— Exercise description —
Below is a block of records. Copy every line in it that contains the word "labels".

— Record excerpts —
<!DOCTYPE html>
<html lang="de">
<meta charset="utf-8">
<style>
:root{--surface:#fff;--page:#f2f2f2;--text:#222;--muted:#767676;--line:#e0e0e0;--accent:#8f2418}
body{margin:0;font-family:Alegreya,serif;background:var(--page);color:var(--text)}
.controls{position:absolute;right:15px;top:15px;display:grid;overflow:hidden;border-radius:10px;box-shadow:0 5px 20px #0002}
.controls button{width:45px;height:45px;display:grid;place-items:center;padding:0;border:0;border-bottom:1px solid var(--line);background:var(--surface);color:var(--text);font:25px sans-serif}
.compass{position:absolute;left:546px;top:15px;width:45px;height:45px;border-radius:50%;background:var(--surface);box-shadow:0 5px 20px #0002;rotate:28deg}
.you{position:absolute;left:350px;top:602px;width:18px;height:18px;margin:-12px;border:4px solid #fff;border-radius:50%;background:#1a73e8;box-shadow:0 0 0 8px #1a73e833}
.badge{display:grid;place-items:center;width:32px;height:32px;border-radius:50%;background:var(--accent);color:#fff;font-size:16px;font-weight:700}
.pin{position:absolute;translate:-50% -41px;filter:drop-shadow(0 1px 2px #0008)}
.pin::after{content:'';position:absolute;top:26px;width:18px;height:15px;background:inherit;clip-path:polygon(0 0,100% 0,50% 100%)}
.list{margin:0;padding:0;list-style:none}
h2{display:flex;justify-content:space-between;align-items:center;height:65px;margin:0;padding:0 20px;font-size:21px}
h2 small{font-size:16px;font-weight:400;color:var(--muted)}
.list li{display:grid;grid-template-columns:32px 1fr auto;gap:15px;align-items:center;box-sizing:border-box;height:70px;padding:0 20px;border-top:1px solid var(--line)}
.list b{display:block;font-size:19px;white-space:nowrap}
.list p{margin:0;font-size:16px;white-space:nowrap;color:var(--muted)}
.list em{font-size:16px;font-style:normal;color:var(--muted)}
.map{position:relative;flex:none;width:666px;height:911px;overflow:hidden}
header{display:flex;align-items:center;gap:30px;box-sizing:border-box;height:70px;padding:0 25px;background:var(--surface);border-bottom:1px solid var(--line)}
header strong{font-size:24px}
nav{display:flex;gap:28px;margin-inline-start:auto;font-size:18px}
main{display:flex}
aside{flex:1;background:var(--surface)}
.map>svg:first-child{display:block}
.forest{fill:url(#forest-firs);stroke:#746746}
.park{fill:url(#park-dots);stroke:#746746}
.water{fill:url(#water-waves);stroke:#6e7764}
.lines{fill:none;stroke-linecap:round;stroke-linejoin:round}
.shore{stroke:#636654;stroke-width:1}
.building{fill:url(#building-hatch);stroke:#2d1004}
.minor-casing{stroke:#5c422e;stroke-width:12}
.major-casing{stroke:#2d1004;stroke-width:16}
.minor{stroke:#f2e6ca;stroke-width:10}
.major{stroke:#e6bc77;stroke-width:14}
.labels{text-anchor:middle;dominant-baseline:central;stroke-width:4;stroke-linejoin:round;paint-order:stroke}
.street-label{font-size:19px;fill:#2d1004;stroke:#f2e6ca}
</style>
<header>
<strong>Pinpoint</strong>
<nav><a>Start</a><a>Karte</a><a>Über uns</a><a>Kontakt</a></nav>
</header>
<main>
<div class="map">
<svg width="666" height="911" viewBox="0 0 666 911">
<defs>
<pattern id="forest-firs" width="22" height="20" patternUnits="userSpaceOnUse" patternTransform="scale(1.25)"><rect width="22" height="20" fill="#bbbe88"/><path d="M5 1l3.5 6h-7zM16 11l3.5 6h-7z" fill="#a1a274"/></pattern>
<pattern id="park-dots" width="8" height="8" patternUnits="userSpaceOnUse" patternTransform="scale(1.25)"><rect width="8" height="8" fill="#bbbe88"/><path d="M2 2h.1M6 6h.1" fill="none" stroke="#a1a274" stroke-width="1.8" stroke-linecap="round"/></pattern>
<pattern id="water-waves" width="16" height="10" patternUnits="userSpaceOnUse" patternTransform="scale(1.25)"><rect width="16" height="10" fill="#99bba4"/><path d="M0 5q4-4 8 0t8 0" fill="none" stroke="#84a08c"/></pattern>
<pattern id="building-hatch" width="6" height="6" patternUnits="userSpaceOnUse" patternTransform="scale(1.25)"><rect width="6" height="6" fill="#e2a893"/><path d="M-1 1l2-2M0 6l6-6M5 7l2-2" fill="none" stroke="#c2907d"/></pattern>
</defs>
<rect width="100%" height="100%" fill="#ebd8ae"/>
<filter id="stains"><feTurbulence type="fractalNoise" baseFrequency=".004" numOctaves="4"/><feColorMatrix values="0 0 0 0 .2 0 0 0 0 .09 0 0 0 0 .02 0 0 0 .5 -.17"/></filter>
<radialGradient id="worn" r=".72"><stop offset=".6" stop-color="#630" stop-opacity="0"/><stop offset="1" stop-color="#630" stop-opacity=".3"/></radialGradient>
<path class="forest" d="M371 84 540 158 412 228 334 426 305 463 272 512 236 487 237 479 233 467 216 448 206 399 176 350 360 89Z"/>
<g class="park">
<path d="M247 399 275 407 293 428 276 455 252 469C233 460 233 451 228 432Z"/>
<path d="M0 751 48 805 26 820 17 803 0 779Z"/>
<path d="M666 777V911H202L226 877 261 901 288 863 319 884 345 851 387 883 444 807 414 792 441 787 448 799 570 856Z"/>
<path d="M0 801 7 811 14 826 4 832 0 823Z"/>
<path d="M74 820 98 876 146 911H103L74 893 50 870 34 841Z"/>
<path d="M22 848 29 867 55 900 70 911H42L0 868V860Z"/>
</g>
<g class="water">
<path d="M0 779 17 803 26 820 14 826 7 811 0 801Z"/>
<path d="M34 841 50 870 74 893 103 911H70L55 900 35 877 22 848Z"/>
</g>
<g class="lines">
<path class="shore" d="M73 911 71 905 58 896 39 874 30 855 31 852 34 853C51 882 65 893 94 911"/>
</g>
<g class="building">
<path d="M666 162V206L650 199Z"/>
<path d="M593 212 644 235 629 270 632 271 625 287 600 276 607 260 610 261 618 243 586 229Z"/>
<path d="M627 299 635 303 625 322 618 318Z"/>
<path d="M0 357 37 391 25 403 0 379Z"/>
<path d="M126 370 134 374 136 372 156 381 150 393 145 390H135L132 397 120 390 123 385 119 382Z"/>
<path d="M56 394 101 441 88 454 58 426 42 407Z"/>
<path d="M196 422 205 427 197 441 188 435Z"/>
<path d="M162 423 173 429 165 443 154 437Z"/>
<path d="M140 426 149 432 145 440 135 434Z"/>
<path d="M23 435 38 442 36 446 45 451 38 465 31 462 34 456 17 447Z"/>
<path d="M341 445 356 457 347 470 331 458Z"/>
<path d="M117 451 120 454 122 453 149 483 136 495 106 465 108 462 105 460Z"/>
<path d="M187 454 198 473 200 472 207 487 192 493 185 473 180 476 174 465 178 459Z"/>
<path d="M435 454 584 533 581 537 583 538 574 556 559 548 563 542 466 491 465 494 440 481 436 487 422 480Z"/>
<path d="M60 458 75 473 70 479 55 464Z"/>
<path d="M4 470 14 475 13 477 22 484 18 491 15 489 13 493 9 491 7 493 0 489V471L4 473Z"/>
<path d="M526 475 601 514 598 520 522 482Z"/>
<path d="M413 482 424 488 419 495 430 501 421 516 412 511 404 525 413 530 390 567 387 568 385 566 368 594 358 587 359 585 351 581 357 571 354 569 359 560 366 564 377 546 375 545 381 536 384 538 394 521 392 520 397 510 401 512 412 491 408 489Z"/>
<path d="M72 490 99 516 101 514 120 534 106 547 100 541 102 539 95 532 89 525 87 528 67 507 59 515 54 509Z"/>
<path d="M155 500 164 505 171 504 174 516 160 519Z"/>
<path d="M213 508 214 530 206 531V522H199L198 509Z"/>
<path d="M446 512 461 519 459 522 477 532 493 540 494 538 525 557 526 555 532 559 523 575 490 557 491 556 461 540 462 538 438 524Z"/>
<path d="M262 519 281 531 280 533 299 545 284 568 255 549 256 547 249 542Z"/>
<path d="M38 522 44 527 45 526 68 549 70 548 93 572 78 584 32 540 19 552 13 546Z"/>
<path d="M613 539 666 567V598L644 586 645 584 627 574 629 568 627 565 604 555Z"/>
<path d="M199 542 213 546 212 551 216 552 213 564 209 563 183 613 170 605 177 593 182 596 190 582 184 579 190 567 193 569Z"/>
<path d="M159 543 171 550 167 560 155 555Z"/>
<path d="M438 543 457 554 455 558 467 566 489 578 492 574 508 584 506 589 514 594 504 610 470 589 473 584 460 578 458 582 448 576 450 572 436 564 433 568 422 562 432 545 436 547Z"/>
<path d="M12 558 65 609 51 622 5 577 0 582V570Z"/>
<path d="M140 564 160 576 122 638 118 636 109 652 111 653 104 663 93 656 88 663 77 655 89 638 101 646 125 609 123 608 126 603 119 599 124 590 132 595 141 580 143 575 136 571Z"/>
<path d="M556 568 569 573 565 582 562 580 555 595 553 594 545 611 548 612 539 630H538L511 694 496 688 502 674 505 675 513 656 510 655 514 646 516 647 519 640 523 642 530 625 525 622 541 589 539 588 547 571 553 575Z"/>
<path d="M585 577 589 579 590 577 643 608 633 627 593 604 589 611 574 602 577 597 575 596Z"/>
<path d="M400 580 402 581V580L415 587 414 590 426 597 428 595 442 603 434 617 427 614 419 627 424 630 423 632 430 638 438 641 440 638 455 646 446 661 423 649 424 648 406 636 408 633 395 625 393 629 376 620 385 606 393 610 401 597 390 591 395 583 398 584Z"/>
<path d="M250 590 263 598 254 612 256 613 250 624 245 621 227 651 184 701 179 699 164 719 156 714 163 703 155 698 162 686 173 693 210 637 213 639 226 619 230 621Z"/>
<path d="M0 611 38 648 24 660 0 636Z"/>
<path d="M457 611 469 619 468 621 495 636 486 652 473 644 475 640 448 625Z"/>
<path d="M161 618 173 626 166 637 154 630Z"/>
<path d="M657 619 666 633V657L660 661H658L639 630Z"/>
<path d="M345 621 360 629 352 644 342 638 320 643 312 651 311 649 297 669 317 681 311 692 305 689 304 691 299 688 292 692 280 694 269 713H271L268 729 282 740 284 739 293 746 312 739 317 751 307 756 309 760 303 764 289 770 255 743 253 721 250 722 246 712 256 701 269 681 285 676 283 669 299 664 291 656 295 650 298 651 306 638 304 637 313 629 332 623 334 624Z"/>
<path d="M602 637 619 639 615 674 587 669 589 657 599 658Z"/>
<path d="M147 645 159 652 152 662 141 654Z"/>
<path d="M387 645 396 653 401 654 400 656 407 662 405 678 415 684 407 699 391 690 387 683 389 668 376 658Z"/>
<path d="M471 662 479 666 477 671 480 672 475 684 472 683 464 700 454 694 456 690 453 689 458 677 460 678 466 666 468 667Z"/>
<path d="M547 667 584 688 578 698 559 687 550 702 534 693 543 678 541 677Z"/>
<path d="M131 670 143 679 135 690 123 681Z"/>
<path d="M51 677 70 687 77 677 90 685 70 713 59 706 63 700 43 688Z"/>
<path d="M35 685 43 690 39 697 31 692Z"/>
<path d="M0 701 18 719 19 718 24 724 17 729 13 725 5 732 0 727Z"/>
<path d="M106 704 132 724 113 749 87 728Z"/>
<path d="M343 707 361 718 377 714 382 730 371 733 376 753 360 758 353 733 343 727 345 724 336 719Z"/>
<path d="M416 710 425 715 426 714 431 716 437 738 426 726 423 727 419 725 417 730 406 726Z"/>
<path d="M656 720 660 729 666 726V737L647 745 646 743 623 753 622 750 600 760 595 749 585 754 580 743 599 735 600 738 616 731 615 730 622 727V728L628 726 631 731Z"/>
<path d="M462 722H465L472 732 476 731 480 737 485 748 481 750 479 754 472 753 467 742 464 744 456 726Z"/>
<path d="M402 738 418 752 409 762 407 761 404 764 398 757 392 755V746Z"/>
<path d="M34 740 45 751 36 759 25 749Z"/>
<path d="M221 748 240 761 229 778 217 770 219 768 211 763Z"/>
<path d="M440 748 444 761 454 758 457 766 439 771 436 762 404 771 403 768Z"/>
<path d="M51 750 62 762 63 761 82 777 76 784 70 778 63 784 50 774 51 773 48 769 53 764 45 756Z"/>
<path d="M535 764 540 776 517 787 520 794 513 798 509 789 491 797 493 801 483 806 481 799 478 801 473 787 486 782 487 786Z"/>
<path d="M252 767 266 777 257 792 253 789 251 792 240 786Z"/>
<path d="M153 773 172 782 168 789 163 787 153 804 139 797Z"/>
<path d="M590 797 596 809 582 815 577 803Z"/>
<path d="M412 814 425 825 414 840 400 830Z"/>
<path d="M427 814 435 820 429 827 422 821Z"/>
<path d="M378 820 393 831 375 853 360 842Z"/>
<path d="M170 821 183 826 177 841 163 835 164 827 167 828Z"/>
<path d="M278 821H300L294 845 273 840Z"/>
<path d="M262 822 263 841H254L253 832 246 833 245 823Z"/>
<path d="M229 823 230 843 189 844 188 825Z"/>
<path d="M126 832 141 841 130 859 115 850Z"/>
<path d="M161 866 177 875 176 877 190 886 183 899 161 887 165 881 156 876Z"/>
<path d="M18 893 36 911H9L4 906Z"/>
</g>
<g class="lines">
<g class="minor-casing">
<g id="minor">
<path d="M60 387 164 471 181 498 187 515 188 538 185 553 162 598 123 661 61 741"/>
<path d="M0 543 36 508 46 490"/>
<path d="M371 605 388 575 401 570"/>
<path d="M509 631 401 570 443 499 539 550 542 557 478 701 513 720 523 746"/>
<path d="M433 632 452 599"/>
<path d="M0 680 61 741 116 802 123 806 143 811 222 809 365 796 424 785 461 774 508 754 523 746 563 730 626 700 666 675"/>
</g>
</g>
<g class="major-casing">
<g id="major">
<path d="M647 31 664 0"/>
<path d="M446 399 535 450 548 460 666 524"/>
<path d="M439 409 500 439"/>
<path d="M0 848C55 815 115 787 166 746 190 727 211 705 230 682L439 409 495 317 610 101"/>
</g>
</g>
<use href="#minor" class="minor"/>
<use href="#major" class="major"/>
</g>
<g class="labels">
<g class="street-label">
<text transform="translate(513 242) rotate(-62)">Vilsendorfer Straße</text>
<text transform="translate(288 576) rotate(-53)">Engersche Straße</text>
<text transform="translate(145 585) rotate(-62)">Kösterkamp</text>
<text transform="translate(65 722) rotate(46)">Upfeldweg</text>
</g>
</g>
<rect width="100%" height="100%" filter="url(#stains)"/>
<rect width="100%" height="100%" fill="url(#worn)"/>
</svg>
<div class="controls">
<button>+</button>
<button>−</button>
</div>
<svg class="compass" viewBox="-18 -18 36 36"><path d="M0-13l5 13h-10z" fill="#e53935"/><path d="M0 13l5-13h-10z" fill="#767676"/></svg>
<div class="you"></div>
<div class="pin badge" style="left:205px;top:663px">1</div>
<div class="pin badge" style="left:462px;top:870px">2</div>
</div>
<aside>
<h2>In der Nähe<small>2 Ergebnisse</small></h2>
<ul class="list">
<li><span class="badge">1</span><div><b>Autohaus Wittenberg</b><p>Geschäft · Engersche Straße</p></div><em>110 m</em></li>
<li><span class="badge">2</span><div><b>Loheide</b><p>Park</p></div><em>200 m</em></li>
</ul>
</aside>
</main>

— Worked solution —
.labels{text-anchor:middle;dominant-baseline:central;stroke-width:4;stroke-linejoin:round;paint-order:stroke}
<g class="labels">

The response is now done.